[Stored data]
'''
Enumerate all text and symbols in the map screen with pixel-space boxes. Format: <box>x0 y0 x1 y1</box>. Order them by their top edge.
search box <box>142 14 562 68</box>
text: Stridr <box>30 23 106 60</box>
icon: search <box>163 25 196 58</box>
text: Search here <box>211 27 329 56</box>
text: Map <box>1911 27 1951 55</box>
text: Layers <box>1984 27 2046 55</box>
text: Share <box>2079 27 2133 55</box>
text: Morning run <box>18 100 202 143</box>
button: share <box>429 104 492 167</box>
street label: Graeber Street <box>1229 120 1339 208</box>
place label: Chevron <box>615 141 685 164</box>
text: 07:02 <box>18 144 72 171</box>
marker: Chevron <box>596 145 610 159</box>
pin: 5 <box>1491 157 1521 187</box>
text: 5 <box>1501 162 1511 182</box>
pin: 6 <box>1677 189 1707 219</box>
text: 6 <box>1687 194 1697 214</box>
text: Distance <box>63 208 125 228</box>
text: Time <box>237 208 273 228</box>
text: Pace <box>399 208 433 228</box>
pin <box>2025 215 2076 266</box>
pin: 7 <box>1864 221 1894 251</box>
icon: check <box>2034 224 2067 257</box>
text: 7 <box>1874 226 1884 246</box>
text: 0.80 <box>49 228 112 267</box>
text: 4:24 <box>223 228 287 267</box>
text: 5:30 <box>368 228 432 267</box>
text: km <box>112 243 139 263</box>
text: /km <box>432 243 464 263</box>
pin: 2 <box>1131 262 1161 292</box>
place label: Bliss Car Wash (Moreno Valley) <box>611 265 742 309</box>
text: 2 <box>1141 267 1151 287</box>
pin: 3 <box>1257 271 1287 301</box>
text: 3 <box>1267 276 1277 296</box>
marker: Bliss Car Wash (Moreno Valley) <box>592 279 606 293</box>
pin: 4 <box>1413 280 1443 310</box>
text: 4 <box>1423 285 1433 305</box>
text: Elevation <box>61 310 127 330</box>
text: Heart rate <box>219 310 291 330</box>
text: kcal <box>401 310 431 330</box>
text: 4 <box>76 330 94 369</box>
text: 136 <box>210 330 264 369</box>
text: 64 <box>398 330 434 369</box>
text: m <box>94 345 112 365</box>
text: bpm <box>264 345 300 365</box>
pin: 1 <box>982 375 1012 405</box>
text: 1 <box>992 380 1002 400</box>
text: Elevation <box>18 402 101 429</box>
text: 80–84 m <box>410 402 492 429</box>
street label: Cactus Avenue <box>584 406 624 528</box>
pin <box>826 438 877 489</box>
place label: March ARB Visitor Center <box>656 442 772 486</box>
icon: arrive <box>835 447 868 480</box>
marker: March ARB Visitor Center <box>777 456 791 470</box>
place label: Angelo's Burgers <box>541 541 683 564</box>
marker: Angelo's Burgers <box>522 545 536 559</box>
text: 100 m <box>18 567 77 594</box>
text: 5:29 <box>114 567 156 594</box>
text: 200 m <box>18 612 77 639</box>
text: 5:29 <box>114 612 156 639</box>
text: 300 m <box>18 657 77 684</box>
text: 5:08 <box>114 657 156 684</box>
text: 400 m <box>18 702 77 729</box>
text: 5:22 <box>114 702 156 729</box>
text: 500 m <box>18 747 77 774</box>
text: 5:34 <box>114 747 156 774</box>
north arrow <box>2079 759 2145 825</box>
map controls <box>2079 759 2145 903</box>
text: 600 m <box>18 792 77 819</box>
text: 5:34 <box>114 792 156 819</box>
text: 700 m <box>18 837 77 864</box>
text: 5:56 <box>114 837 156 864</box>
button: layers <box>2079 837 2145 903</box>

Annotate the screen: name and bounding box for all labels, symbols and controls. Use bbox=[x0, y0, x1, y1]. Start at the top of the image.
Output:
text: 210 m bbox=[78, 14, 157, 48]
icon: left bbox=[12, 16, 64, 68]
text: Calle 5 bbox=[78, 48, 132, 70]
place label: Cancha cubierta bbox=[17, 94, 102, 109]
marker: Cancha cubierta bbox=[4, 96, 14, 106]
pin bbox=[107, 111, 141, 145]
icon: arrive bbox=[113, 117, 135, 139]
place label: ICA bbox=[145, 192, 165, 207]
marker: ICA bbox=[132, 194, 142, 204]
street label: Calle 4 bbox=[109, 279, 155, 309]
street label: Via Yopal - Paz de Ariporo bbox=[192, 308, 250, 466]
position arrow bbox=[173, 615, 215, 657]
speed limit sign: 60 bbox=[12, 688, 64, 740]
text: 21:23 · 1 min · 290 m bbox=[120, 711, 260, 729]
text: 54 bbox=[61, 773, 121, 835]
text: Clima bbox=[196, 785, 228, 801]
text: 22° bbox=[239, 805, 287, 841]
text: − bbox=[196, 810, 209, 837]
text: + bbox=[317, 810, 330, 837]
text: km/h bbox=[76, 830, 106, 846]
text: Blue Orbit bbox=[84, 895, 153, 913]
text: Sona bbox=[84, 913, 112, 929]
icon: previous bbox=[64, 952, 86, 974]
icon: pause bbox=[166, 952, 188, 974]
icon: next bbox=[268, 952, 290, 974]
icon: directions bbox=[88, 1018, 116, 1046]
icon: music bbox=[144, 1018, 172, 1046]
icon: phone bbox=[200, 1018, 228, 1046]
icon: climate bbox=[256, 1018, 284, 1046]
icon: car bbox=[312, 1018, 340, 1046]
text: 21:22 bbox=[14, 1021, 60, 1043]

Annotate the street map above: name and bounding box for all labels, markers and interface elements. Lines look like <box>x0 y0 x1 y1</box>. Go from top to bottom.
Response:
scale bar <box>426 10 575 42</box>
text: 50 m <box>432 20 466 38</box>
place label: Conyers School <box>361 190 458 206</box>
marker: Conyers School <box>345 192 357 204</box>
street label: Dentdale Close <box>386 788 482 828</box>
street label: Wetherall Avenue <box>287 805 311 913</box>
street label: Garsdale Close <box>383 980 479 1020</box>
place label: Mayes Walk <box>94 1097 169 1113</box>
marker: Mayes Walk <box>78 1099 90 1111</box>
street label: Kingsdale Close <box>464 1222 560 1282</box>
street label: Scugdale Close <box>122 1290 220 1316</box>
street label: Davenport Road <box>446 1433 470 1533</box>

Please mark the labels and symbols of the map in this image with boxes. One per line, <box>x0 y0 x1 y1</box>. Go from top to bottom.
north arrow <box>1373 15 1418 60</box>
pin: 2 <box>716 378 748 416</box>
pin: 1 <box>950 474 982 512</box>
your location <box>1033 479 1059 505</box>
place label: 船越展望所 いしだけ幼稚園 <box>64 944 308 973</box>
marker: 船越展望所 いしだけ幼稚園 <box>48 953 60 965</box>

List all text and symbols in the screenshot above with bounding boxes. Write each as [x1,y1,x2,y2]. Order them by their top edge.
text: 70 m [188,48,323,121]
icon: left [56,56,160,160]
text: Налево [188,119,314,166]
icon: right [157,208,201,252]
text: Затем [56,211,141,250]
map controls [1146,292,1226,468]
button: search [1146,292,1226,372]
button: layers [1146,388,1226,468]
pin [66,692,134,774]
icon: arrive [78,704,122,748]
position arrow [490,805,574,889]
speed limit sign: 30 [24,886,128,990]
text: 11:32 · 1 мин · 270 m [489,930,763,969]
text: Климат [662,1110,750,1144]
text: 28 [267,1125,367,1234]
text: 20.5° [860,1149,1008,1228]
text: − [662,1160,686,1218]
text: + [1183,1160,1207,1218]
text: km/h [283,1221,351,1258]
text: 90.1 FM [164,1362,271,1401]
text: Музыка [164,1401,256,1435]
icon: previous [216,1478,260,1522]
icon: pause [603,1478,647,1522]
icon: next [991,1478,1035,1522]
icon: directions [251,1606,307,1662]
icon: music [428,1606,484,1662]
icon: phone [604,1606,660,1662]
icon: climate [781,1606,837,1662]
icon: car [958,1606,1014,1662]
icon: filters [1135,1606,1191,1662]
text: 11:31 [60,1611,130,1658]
'''
[EXERCISE OBJECTIVE] Wherever the string "船越展望所" appears in the entries above, list that line.

[SOLUTION FOR THIS EXERCISE]
place label: 船越展望所 いしだけ幼稚園 <box>64 944 308 973</box>
marker: 船越展望所 いしだけ幼稚園 <box>48 953 60 965</box>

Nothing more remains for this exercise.